Dataset records:
____________________
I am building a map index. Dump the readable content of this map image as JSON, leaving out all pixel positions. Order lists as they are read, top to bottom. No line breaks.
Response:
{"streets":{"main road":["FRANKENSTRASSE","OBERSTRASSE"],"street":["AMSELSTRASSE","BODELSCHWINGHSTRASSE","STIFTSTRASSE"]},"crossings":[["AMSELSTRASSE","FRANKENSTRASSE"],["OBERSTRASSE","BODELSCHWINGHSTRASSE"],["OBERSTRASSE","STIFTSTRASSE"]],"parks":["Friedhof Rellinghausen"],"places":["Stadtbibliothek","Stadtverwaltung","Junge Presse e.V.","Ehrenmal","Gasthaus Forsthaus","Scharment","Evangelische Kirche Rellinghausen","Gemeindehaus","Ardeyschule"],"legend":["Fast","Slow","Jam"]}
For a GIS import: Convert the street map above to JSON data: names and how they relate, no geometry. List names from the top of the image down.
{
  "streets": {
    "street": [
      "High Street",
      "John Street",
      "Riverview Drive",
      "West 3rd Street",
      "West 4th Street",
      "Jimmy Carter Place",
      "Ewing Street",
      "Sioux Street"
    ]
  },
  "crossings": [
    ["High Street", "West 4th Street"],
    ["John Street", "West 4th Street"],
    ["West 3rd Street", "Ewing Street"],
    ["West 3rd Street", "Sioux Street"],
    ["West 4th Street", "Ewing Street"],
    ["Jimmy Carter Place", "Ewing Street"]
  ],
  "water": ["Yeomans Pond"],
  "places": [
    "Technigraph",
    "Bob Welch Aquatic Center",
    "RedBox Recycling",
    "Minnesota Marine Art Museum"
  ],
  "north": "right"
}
____________________
YOUR ASSIGNMENT »
Each record above should be reproduced in full, exactly as it stands.

SOLUTION FOR THIS PROBLEM »
I am building a map index. Dump the readable content of this map image as JSON, leaving out all pixel positions. Order lists as they are read, top to bottom. No line breaks.
Response:
{"streets":{"main road":["FRANKENSTRASSE","OBERSTRASSE"],"street":["AMSELSTRASSE","BODELSCHWINGHSTRASSE","STIFTSTRASSE"]},"crossings":[["AMSELSTRASSE","FRANKENSTRASSE"],["OBERSTRASSE","BODELSCHWINGHSTRASSE"],["OBERSTRASSE","STIFTSTRASSE"]],"parks":["Friedhof Rellinghausen"],"places":["Stadtbibliothek","Stadtverwaltung","Junge Presse e.V.","Ehrenmal","Gasthaus Forsthaus","Scharment","Evangelische Kirche Rellinghausen","Gemeindehaus","Ardeyschule"],"legend":["Fast","Slow","Jam"]}
For a GIS import: Convert the street map above to JSON data: names and how they relate, no geometry. List names from the top of the image down.
{
  "streets": {
    "street": [
      "High Street",
      "John Street",
      "Riverview Drive",
      "West 3rd Street",
      "West 4th Street",
      "Jimmy Carter Place",
      "Ewing Street",
      "Sioux Street"
    ]
  },
  "crossings": [
    ["High Street", "West 4th Street"],
    ["John Street", "West 4th Street"],
    ["West 3rd Street", "Ewing Street"],
    ["West 3rd Street", "Sioux Street"],
    ["West 4th Street", "Ewing Street"],
    ["Jimmy Carter Place", "Ewing Street"]
  ],
  "water": ["Yeomans Pond"],
  "places": [
    "Technigraph",
    "Bob Welch Aquatic Center",
    "RedBox Recycling",
    "Minnesota Marine Art Museum"
  ],
  "north": "right"
}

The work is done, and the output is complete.